Остаток вечера он нервничал, думая лишь о том, как отец станет собираться и обнаружит пуговицу, полезет за ней в карман и поймет, что в карман уже лазили…
В полдевятого мама сказала:
– Ему пора спать. Спасибо, что заглянул. Мы будем рады видеть тебя снова.
Олег ей почему-то не поверил.
– Не злись, Нинуль, – сказал отец, поднимаясь. – Злоба разрушает.
– Своей жене советуй! – Мама никогда не кричала, а тут крикнула, и голос ее был сухим, трескучим, как удар молнии в безоблачном небе. – Олег, спать!
– Бывай, – отец пожал Олегу руку. – Еще встретимся?
– Да, – Олегу хотелось поскорей спрятаться в своей комнате. Но отца пришлось провожать. Тот пуговицу увидел и пожал плечами, дескать, ерунда какая. А сунув руку в карман, вытащил монету.
– Держи. Это китайская, с дырочкой. Видишь?
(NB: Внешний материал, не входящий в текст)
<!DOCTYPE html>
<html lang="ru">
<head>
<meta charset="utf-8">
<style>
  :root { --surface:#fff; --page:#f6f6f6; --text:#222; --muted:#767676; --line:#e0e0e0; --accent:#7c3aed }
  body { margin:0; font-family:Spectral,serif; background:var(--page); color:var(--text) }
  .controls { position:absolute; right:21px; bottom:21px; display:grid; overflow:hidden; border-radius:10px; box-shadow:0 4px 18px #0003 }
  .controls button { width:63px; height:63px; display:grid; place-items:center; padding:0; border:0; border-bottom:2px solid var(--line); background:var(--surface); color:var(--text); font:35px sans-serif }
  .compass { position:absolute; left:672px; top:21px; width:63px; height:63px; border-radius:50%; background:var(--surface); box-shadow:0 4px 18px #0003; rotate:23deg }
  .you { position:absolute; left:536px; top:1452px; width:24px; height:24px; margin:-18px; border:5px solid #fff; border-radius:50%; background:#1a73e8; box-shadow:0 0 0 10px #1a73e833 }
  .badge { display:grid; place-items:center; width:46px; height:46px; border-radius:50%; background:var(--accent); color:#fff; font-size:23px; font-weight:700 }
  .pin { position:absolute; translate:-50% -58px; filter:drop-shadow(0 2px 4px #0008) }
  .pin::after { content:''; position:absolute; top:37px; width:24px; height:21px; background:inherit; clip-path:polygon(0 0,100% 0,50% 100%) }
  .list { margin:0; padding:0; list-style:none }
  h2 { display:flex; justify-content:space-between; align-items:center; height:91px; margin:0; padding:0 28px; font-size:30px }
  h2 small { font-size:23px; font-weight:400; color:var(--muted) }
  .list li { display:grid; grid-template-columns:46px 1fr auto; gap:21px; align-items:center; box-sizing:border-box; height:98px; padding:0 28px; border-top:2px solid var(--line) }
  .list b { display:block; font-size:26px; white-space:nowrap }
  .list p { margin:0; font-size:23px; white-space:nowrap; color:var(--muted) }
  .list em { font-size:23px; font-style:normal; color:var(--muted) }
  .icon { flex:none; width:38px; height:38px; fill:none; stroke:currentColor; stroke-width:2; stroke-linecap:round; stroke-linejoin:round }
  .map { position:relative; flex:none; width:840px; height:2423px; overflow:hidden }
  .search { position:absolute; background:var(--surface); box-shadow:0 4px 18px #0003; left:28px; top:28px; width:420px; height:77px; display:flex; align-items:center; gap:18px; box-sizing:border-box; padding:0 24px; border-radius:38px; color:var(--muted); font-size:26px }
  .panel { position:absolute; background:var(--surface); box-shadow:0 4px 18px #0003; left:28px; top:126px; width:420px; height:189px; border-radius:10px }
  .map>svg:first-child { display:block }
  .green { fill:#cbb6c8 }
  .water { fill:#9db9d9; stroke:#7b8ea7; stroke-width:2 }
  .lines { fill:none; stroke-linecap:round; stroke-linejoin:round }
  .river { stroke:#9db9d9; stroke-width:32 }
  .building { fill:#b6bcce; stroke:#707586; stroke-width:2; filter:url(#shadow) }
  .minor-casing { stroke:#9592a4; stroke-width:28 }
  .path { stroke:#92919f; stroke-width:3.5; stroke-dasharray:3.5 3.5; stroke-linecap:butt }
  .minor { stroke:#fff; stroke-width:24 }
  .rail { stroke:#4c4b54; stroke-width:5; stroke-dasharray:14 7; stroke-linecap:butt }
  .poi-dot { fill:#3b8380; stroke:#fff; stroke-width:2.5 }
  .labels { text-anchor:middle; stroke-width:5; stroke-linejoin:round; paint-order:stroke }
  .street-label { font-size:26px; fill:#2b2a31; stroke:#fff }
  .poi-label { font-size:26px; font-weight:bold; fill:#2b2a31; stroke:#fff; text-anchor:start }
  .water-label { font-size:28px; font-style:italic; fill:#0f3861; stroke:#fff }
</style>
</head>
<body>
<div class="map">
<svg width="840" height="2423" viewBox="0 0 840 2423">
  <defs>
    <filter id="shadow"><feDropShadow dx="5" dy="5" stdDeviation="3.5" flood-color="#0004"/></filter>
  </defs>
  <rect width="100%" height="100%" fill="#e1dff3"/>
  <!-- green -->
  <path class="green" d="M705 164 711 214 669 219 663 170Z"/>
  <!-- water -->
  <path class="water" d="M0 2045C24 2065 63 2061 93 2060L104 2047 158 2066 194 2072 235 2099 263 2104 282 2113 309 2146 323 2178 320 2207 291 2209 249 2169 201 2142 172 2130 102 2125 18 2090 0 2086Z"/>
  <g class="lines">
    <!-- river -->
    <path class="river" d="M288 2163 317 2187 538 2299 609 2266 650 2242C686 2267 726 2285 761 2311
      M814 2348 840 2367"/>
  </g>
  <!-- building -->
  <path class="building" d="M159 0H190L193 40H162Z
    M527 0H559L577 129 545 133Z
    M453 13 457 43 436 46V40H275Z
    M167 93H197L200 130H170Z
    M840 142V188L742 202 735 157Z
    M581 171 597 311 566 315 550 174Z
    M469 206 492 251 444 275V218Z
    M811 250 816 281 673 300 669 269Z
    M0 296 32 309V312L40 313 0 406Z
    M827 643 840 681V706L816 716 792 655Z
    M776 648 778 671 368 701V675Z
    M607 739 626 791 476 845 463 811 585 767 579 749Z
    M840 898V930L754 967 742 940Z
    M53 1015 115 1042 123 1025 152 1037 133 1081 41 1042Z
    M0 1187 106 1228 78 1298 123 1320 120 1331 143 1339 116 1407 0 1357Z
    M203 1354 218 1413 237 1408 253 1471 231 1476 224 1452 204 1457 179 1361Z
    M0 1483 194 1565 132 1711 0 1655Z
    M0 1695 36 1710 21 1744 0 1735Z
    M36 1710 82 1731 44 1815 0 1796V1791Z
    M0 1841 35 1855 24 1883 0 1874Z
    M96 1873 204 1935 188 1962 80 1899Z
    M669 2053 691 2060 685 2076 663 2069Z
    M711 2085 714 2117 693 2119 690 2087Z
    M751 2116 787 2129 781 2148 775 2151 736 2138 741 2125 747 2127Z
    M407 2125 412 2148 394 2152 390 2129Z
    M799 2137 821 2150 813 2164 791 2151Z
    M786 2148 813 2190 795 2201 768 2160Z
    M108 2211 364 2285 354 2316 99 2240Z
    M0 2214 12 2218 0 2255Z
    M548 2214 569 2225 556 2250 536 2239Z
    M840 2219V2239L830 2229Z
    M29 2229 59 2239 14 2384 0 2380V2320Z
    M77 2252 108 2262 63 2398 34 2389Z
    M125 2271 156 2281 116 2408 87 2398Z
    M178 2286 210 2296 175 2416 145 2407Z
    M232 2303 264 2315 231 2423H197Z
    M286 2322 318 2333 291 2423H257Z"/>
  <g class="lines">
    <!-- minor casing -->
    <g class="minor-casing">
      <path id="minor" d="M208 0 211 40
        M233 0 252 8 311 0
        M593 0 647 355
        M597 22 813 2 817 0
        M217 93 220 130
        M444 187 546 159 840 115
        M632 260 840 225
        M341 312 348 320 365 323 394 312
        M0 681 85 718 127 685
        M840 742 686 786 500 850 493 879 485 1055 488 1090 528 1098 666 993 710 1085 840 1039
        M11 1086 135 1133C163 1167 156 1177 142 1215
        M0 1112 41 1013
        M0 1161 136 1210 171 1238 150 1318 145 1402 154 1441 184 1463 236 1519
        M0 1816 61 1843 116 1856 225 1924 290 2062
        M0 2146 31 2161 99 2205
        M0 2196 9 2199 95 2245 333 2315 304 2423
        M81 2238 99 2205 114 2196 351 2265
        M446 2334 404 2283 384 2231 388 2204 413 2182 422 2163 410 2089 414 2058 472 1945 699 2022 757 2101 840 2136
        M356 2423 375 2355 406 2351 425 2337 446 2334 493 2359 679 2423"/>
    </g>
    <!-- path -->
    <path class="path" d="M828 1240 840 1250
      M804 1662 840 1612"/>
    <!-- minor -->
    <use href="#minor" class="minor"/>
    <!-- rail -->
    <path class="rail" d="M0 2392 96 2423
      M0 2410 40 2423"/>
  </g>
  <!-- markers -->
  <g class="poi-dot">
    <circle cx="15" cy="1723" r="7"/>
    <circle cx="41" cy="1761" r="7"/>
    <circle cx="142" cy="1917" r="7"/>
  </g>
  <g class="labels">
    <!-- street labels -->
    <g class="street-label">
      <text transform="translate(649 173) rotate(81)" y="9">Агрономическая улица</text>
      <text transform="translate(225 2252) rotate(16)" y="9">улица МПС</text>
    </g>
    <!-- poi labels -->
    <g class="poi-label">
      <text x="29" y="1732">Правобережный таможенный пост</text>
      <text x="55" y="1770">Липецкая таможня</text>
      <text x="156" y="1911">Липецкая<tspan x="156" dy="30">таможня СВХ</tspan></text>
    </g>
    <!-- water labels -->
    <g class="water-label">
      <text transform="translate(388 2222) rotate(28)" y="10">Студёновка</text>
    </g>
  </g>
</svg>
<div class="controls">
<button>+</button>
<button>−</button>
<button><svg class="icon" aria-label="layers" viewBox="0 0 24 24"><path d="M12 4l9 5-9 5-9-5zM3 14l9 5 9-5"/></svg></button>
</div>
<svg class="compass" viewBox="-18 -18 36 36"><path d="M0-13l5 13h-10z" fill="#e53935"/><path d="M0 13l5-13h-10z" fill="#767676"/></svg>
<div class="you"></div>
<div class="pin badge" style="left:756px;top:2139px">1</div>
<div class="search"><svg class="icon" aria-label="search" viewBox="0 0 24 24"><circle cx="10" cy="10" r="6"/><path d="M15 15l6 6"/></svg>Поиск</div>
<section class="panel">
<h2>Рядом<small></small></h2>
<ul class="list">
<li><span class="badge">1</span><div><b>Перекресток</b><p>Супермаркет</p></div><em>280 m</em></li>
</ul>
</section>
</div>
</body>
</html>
– Он не увлекается нумизматикой.
Олег не знал, что такое нумизматика, но монету взял, а когда отец подмигнул, то подмигнул ему в ответ. Теперь у них появилась общая тайна. Засыпал он счастливый, сжимая монету в руке. А на следующий день нашел для нее веревочку, чтобы на шее носить. Странно, но мама совсем за это не ругалась.
Отец заезжал дважды в год. Привозил подарки Олегу, иногда – маме, но та отказывалась, а отец не настаивал.
– Нельзя навязываться женщине, – обмолвился он как-то. – А еще нельзя ей потакать. Запомни, герой. Еще не передумал экономистом становиться?
– Нет.
– Молодец. У человека должна быть цель.
– А у тебя есть?
– Не умничай, – отец щелкнул Олега по носу и ушел, чтобы больше не вернуться. О смерти его Олегу рассказала мама, сделав это в привычной, сухой манере. Белый ореол вокруг губ выдавал высшую степень раздражения, которое прорвалось, когда Олег спросил:
– Когда похороны?
– Для нас – никогда! Или ты думаешь, что нас хотят там видеть? Что про нас вообще знают? А узнав, обрадуются? Олег, ты уже взрослый.
Ему шестнадцать, и, наверное, мама права, но не пойти на похороны – предательство.
– Наши отношения с твоим отцом – случайность. Роман командировочных, который изначально обречен. Я не планировала забеременеть. Более того, я серьезно думала о том, чтобы сделать аборт.
И тогда Олега не было бы. Хорошо это? Плохо? Тот, кого не существует, не способен ощущать боль.
– Я рада, что не сделала. Ты хороший сын.
– Спасибо.
– И я надеюсь, что я была достойной матерью. Что же касается твоего отца, то он исполнил свой долг так, как сумел и счел нужным. Я не настаивала на материальной помощи, как и не требовала его развода. Наше решение сохранить тайну было обоюдным. И теперь я хочу, чтобы ты это решение поддержал.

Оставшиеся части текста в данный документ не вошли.